=== Available data ===
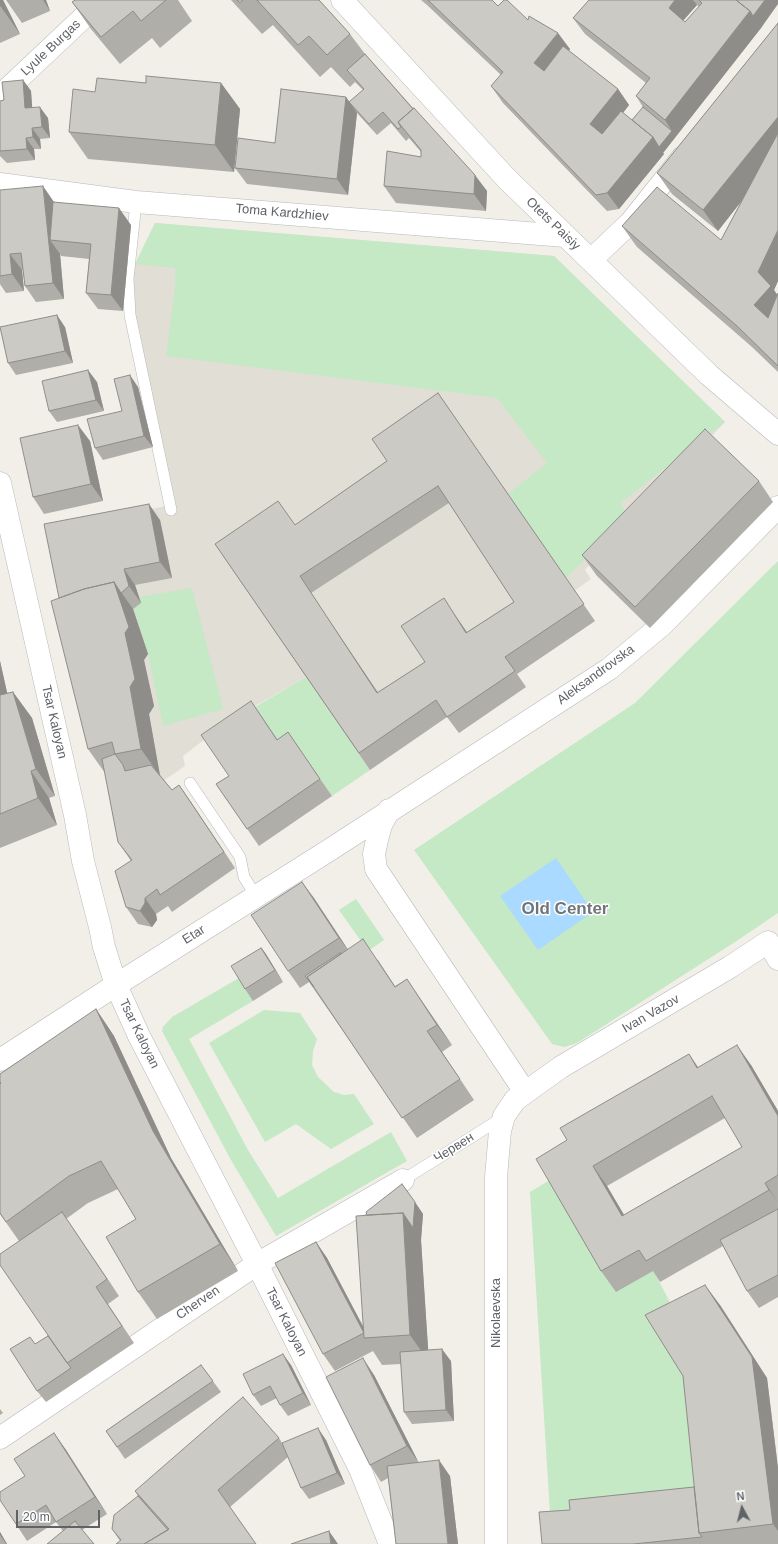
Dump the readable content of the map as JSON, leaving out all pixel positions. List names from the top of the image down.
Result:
{
  "streets": {
    "street": [
      "Lyule Burgas",
      "Toma Kardzhiev",
      "Otets Paisiy",
      "Aleksandrovska",
      "Tsar Kaloyan",
      "Etar",
      "Ivan Vazov",
      "Cherven",
      "Nikolaevska"
    ],
    "lane": ["Червен"]
  },
  "crossings": [
    ["Toma Kardzhiev", "Otets Paisiy"],
    ["Aleksandrovska", "Etar"],
    ["Tsar Kaloyan", "Etar"],
    ["Tsar Kaloyan", "Cherven"],
    ["Ivan Vazov", "Nikolaevska"],
    ["Червен", "Cherven"],
    ["Червен", "Nikolaevska"]
  ],
  "districts": ["Old Center"],
  "scale_bar": "20 m",
  "north": "top"
}
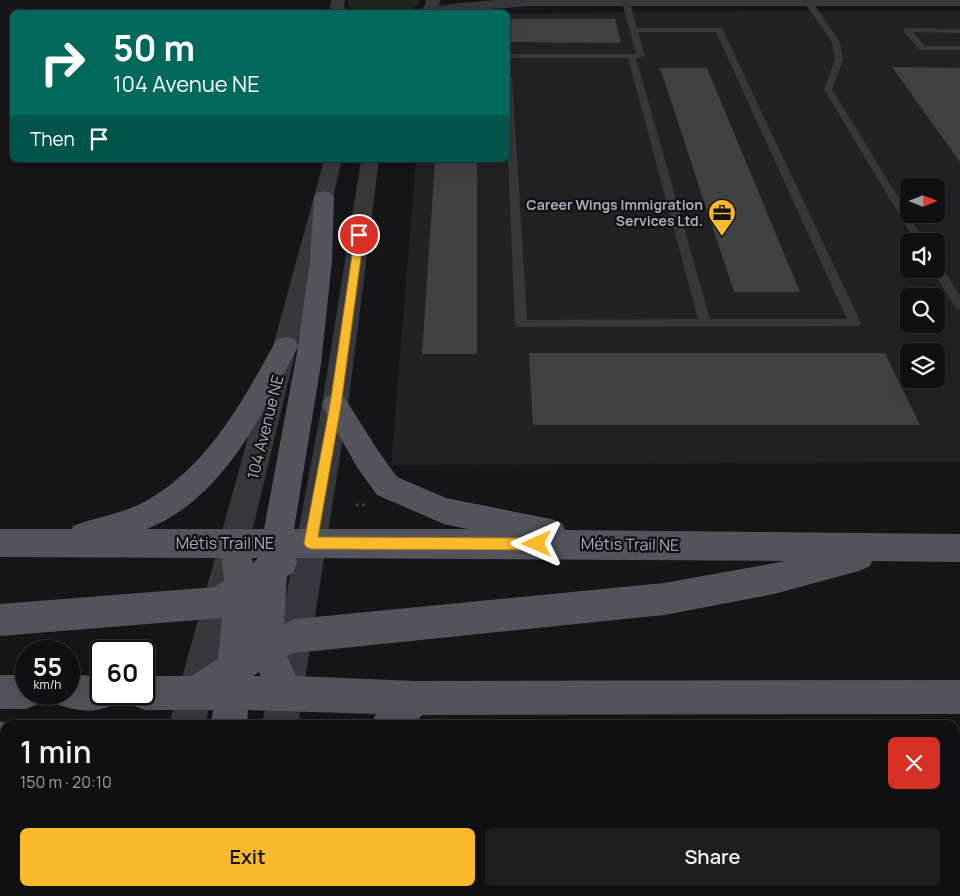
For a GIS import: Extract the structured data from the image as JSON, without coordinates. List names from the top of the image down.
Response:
{
  "streets": {
    "main road": ["Métis Trail NE"],
    "street": ["104 Avenue NE"]
  },
  "crossings": [
    ["104 Avenue NE", "Métis Trail NE"]
  ],
  "places": {
    "office": ["Career Wings Immigration Services Ltd."]
  },
  "north": "right",
  "page": {
    "turn": ["50 m", "104 Avenue NE"],
    "then": "Then",
    "speed": "55 km/h",
    "limit": "60",
    "heading": ["1 min", "150 m · 20:10"],
    "buttons": ["Exit", "Share"]
  }
}
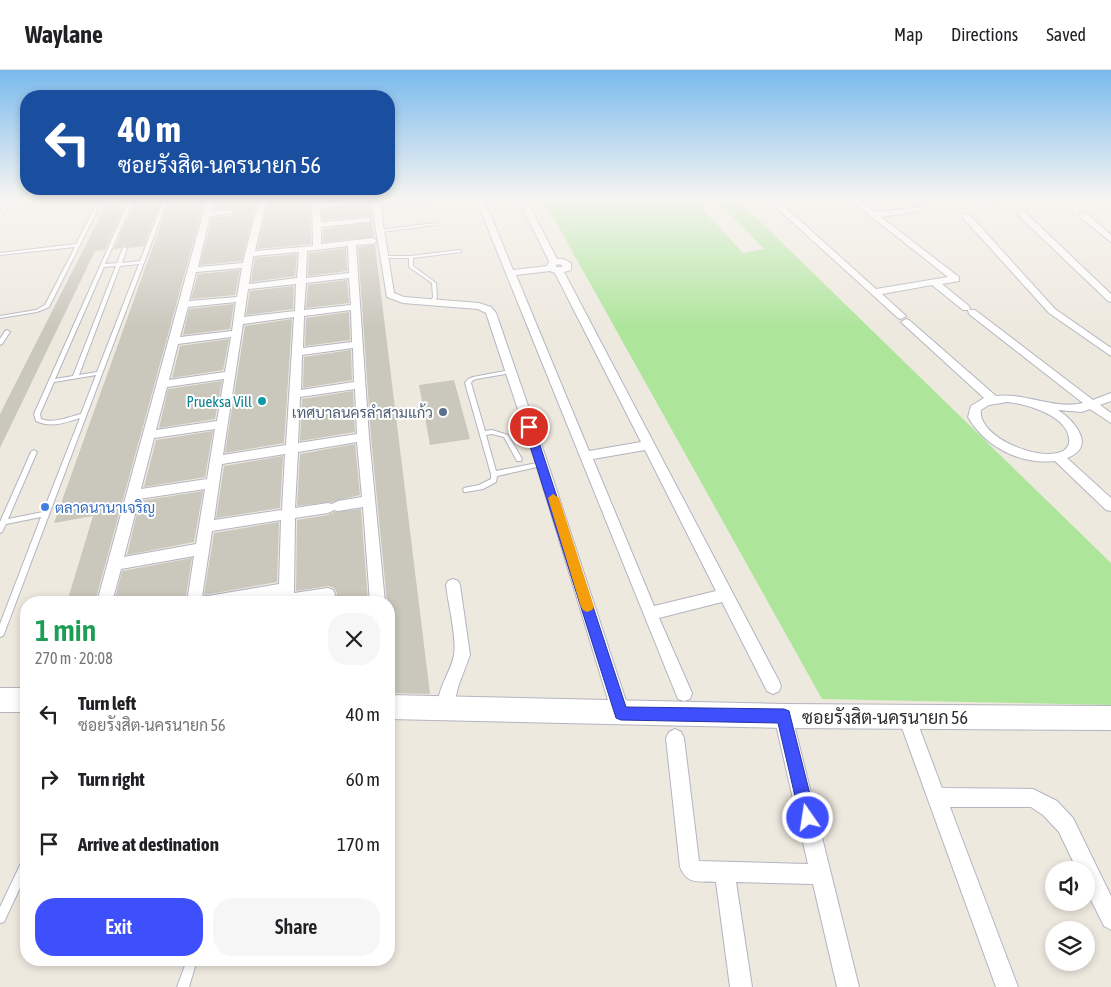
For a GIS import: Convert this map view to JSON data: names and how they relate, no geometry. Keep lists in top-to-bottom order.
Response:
{
  "streets": {
    "street": ["ซอยรังสิต-นครนายก 56"]
  },
  "places": ["Prueksa Vill", "เทศบาลนครลำสามแก้ว", "ตลาดนานาเจริญ"],
  "page": {
    "header": "Waylane",
    "nav": ["Map", "Directions", "Saved"],
    "turn": ["40 m", "ซอยรังสิต-นครนายก 56"],
    "heading": ["1 min", "270 m · 20:08"],
    "list": [
      {
        "name": "Turn left",
        "note": "ซอยรังสิต-นครนายก 56",
        "value": "40 m"
      },
      {
        "name": "Turn right",
        "value": "60 m"
      },
      {
        "name": "Arrive at destination",
        "value": "170 m"
      }
    ],
    "buttons": ["Exit", "Share"]
  }
}
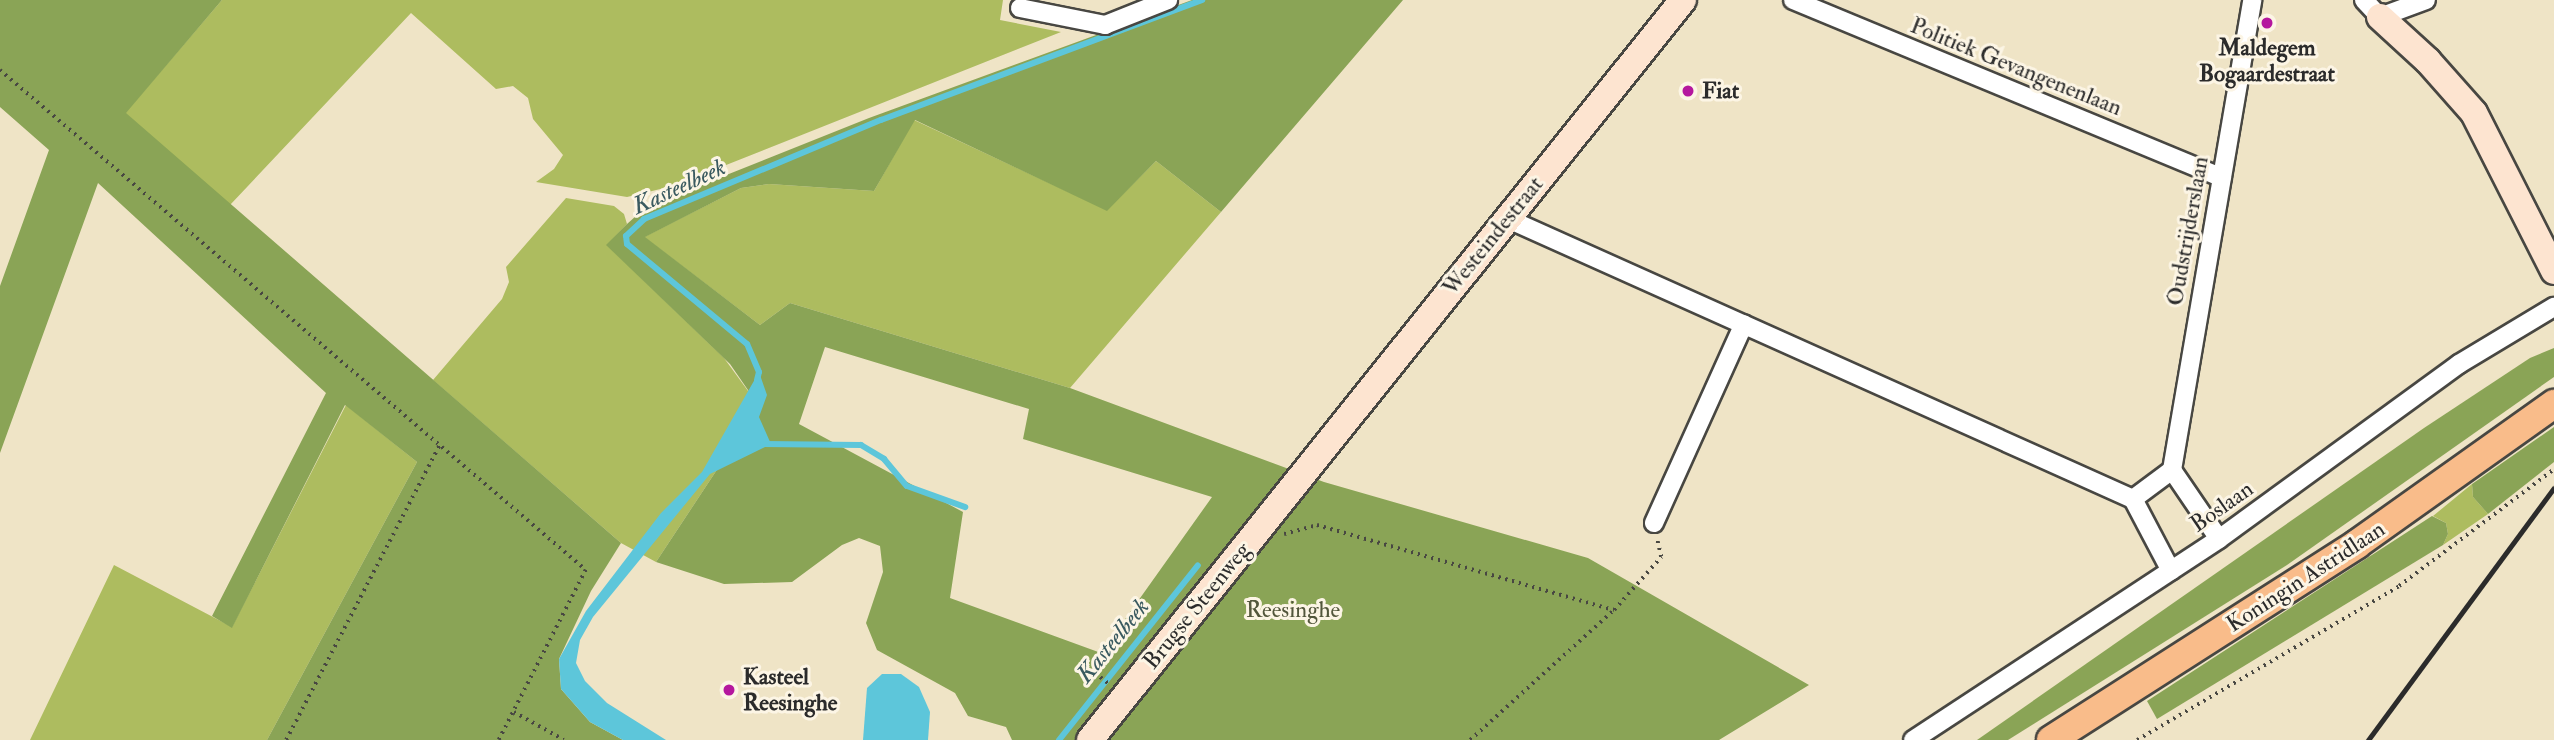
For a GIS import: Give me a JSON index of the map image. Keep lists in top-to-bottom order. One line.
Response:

=== What is needed ===
Please set down the records above verbatim, with each picture left out.

=== Reply to the exercise ===
Dump the readable content of the map as JSON, leaving out all pixel positions. List names from the top of the image down.
Result:
{
  "streets": {
    "street": [
      "Lyule Burgas",
      "Toma Kardzhiev",
      "Otets Paisiy",
      "Aleksandrovska",
      "Tsar Kaloyan",
      "Etar",
      "Ivan Vazov",
      "Cherven",
      "Nikolaevska"
    ],
    "lane": ["Червен"]
  },
  "crossings": [
    ["Toma Kardzhiev", "Otets Paisiy"],
    ["Aleksandrovska", "Etar"],
    ["Tsar Kaloyan", "Etar"],
    ["Tsar Kaloyan", "Cherven"],
    ["Ivan Vazov", "Nikolaevska"],
    ["Червен", "Cherven"],
    ["Червен", "Nikolaevska"]
  ],
  "districts": ["Old Center"],
  "scale_bar": "20 m",
  "north": "top"
}
For a GIS import: Extract the structured data from the image as JSON, without coordinates. List names from the top of the image down.
Response:
{
  "streets": {
    "main road": ["Métis Trail NE"],
    "street": ["104 Avenue NE"]
  },
  "crossings": [
    ["104 Avenue NE", "Métis Trail NE"]
  ],
  "places": {
    "office": ["Career Wings Immigration Services Ltd."]
  },
  "north": "right",
  "page": {
    "turn": ["50 m", "104 Avenue NE"],
    "then": "Then",
    "speed": "55 km/h",
    "limit": "60",
    "heading": ["1 min", "150 m · 20:10"],
    "buttons": ["Exit", "Share"]
  }
}
For a GIS import: Convert this map view to JSON data: names and how they relate, no geometry. Keep lists in top-to-bottom order.
Response:
{
  "streets": {
    "street": ["ซอยรังสิต-นครนายก 56"]
  },
  "places": ["Prueksa Vill", "เทศบาลนครลำสามแก้ว", "ตลาดนานาเจริญ"],
  "page": {
    "header": "Waylane",
    "nav": ["Map", "Directions", "Saved"],
    "turn": ["40 m", "ซอยรังสิต-นครนายก 56"],
    "heading": ["1 min", "270 m · 20:08"],
    "list": [
      {
        "name": "Turn left",
        "note": "ซอยรังสิต-นครนายก 56",
        "value": "40 m"
      },
      {
        "name": "Turn right",
        "value": "60 m"
      },
      {
        "name": "Arrive at destination",
        "value": "170 m"
      }
    ],
    "buttons": ["Exit", "Share"]
  }
}
For a GIS import: Give me a JSON index of the map image. Keep lists in top-to-bottom order. One line.
Response:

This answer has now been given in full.